▶ [EXERCISE INSTRUCTIONS] Return the lines beginning at the one that contains "Where are all" and continuing to the end of the entries, including both ends, exactly as written and nothing else.

▶ [TASK INPUT]
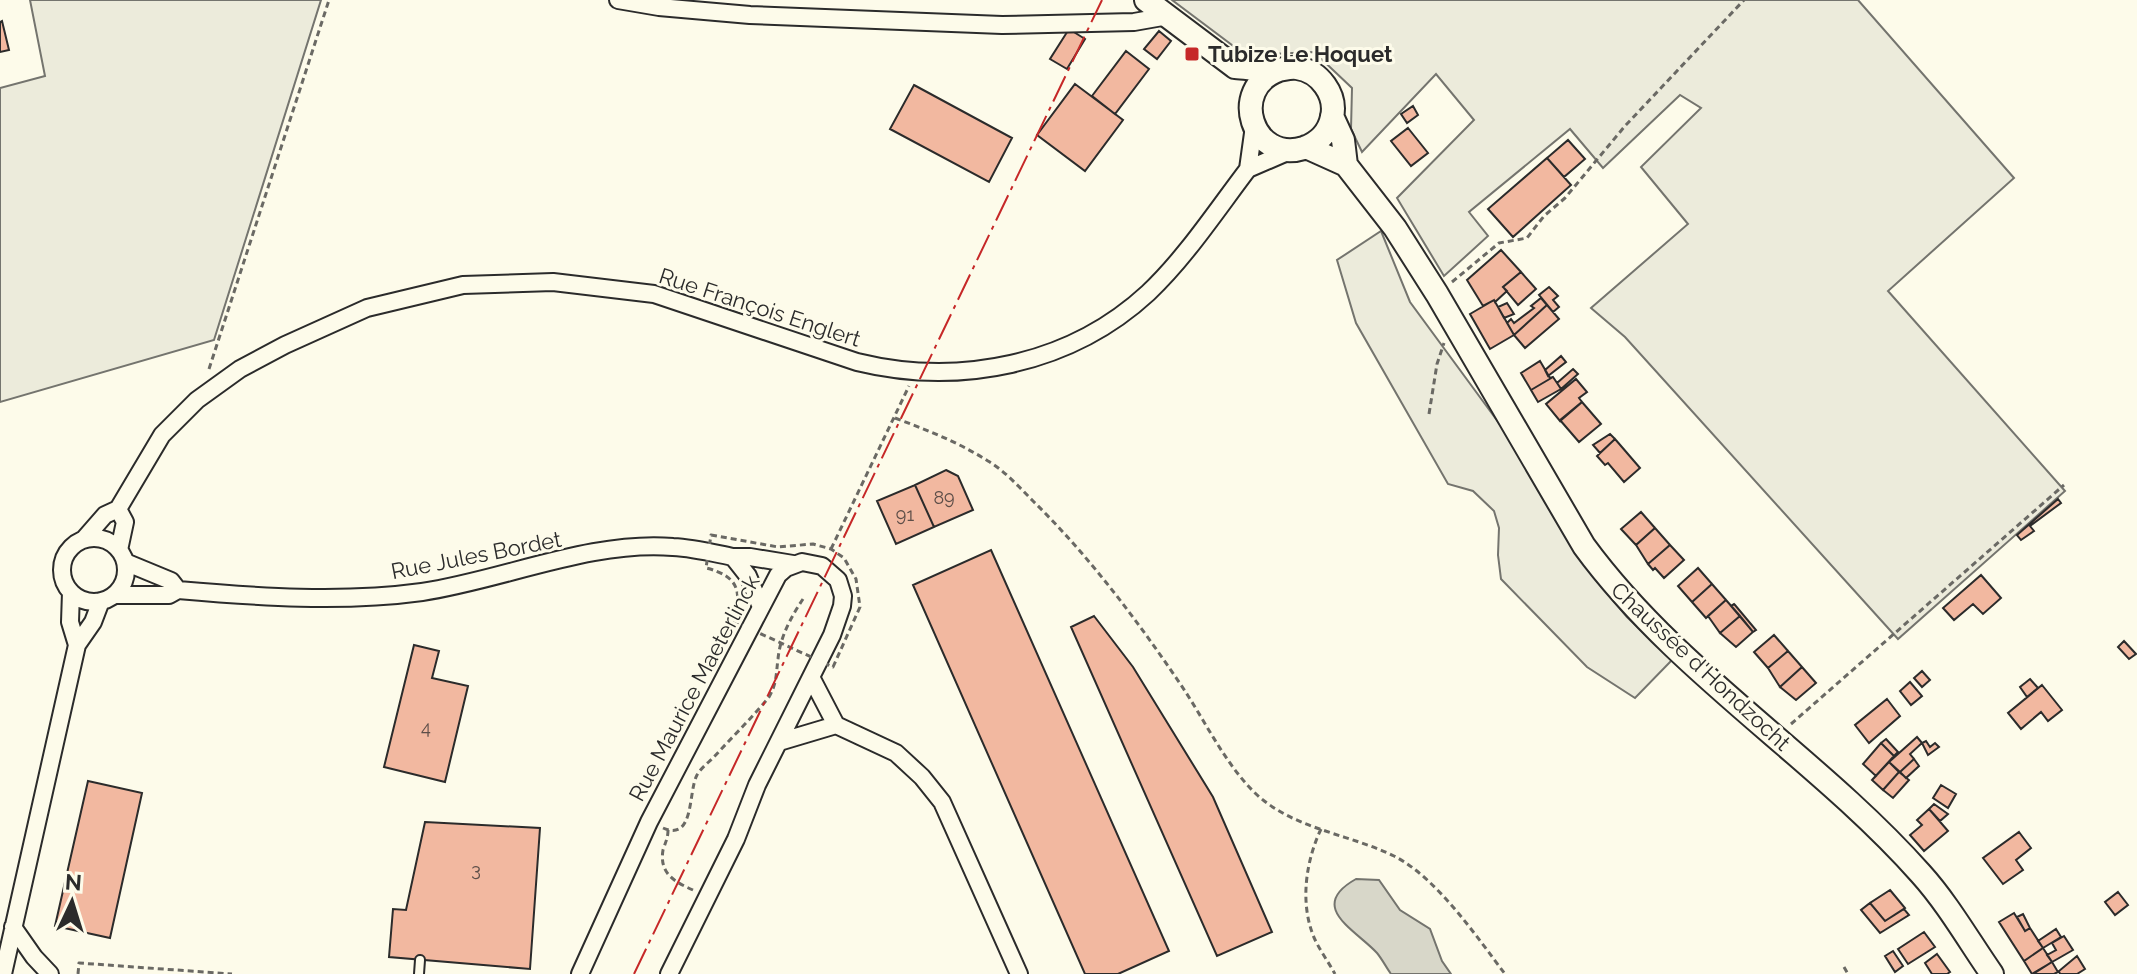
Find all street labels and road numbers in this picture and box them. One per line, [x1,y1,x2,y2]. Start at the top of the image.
street label: Rue François Englert [656,262,865,352]
street label: Rue Jules Bordet [389,526,564,584]
street label: Rue Maurice Maeterlinck [623,570,765,805]
street label: Chaussée d'Hondzocht [1606,576,1796,756]

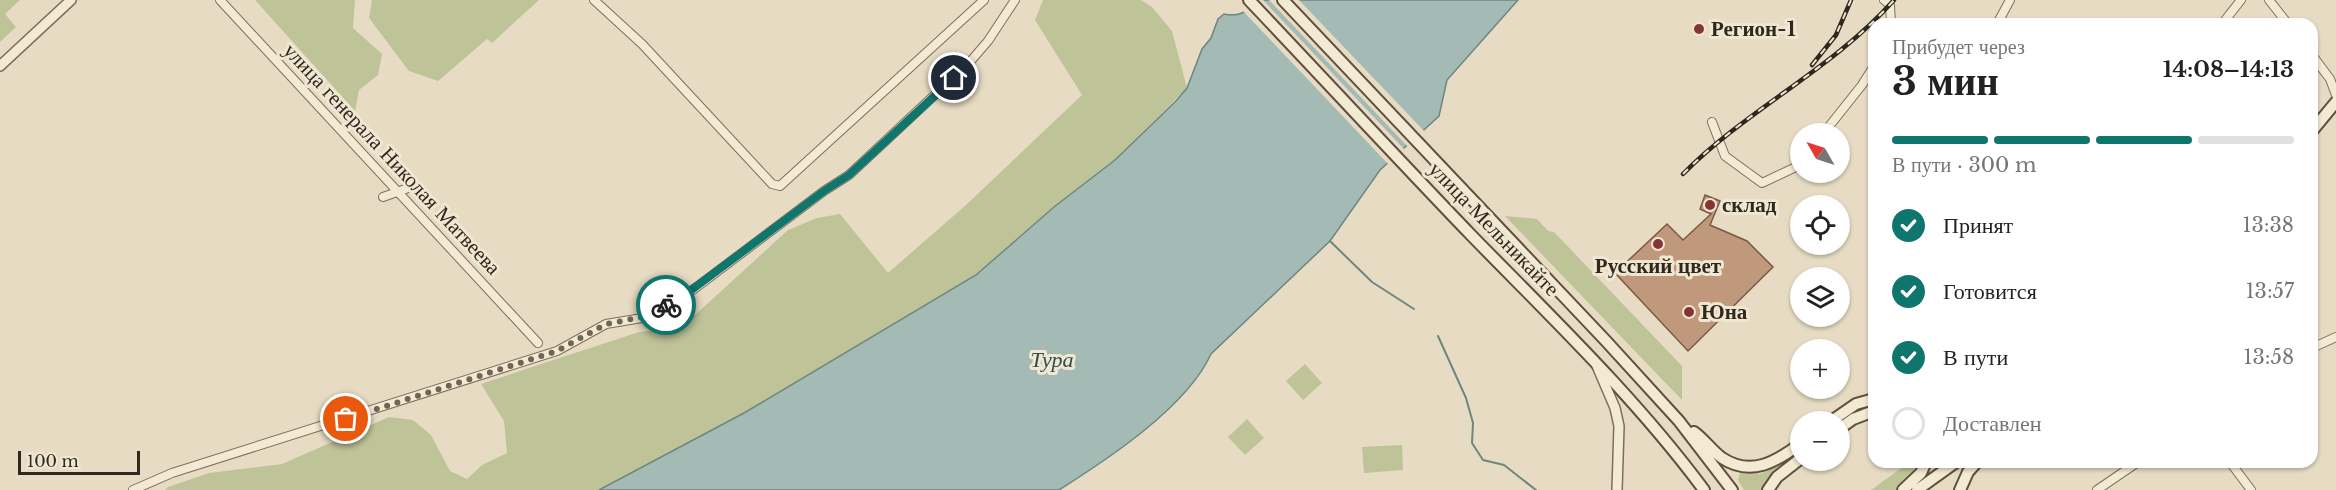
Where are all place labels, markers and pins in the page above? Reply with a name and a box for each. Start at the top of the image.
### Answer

▶ [ANSWER TO THE PROBLEM]
Where are all place labels, markers and pins in the page above? Reply with a name and a box for each. Start at the top of the image.
### Answer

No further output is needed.